Quick Links

Re: zstd compression for pg_dump

From:	Justin Pryzby <pryzby(at)telsasoft(dot)com>
To:	Jacob Champion <jchampion(at)timescale(dot)com>
Cc:	pgsql-hackers(at)postgresql(dot)org, gkokolatos(at)pm(dot)me, Michael Paquier <michael(at)paquier(dot)xyz>, Tomas Vondra <tomas(dot)vondra(at)enterprisedb(dot)com>, Robert Haas <robertmhaas(at)gmail(dot)com>, Peter Geoghegan <pg(at)bowt(dot)ie>, Peter Eisentraut <peter(dot)eisentraut(at)enterprisedb(dot)com>, Heikki Linnakangas <hlinnaka(at)iki(dot)fi>, Thomas Munro <thomas(dot)munro(at)gmail(dot)com>, Dipesh Pandit <dipesh(dot)pandit(at)gmail(dot)com>, Andrey Borodin <x4mmm(at)yandex-team(dot)ru>, Mark Dilger <mark(dot)dilger(at)enterprisedb(dot)com>
Subject:	Re: zstd compression for pg_dump
Date:	2023-03-04 16:57:48
Message-ID:	20230304165747.GH12850@telsasoft.com
Views:	Whole Thread \| Raw Message \| Download mbox \| Resend email
Thread:
Lists:	pgsql-hackers

On Fri, Mar 03, 2023 at 01:38:05PM -0800, Jacob Champion wrote:
> > > With this particular dataset, I don't see much improvement with
> > > zstd:long.
> >
> > Yeah. I this could be because either 1) you already got very good
> > comprssion without looking at more data; and/or 2) the neighboring data
> > is already very similar, maybe equally or more similar, than the further
> > data, from which there's nothing to gain.
>
> What kinds of improvements do you see with your setup?
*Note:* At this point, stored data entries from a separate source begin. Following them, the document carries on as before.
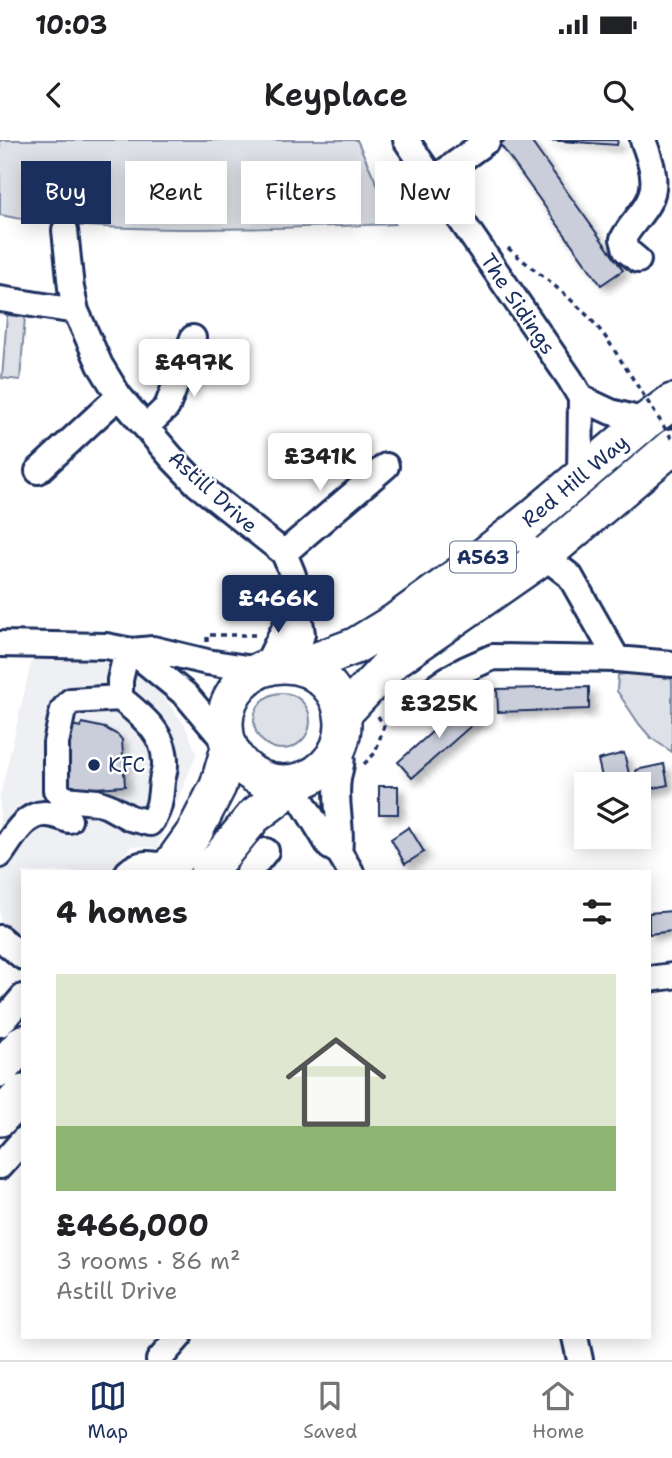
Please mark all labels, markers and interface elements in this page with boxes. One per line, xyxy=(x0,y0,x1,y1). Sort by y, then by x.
text: 10:03 xyxy=(35,7,108,42)
text: Keyplace xyxy=(264,73,408,116)
icon: back xyxy=(35,76,73,114)
icon: search xyxy=(599,76,637,114)
chip: Buy xyxy=(21,161,111,224)
chip: Rent xyxy=(125,161,227,224)
chip: Filters xyxy=(241,161,361,224)
chip: New xyxy=(375,161,475,224)
street label: The Sidings xyxy=(474,248,562,360)
pin: £497K xyxy=(145,340,243,399)
text: £497K xyxy=(155,347,233,377)
street label: Red Hill Way xyxy=(516,428,634,534)
pin: £341K xyxy=(271,434,369,493)
text: £341K xyxy=(284,441,356,471)
street label: Astill Drive xyxy=(162,444,264,540)
road number: A563 xyxy=(450,542,516,572)
pin: £466K xyxy=(229,575,327,635)
text: £466K xyxy=(238,583,318,613)
pin: £325K xyxy=(390,680,488,740)
text: £325K xyxy=(401,688,477,718)
place label: KFC xyxy=(108,751,145,779)
marker: KFC xyxy=(86,757,102,773)
map controls xyxy=(574,772,651,849)
button: layers xyxy=(574,772,651,849)
text: 4 homes xyxy=(56,892,188,933)
icon: filters xyxy=(578,893,616,931)
icon: home xyxy=(273,1019,399,1145)
text: £466,000 xyxy=(56,1205,209,1246)
text: 3 rooms · 86 m² xyxy=(56,1246,241,1276)
text: Astill Drive xyxy=(56,1276,178,1306)
tab: Map xyxy=(88,1377,128,1444)
tab: Saved xyxy=(303,1377,357,1444)
tab: Home xyxy=(532,1377,584,1444)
I'm wondering
> when we would suggest that people use it.

On customer data, I see small improvements - below 10%.

But on my first two tries, I made synthetic data sets where it's a lot:

$ ./src/bin/pg_dump/pg_dump -d pryzbyj -Fp -Z zstd:long |wc -c
286107
$ ./src/bin/pg_dump/pg_dump -d pryzbyj -Fp -Z zstd:long=0 |wc -c
1709695

That's just 6 identical tables like:
pryzbyj=# CREATE TABLE t1 AS SELECT generate_series(1,999999);

In this case, "custom" format doesn't see that benefit, because the
greatest similarity is across tables, which don't share compressor
state. But I think the note that I wrote in the docs about that should
be removed - custom format could see a big benefit, as long as the table
is big enough, and there's more similarity/repetition at longer
distances.

Here's one where custom format *does* benefit, due to long-distance
repetition within a single table. The data is contrived, but the schema
of ID => data is not. What's notable isn't how compressible the data
is, but how much *more* compressible it is with long-distance matching.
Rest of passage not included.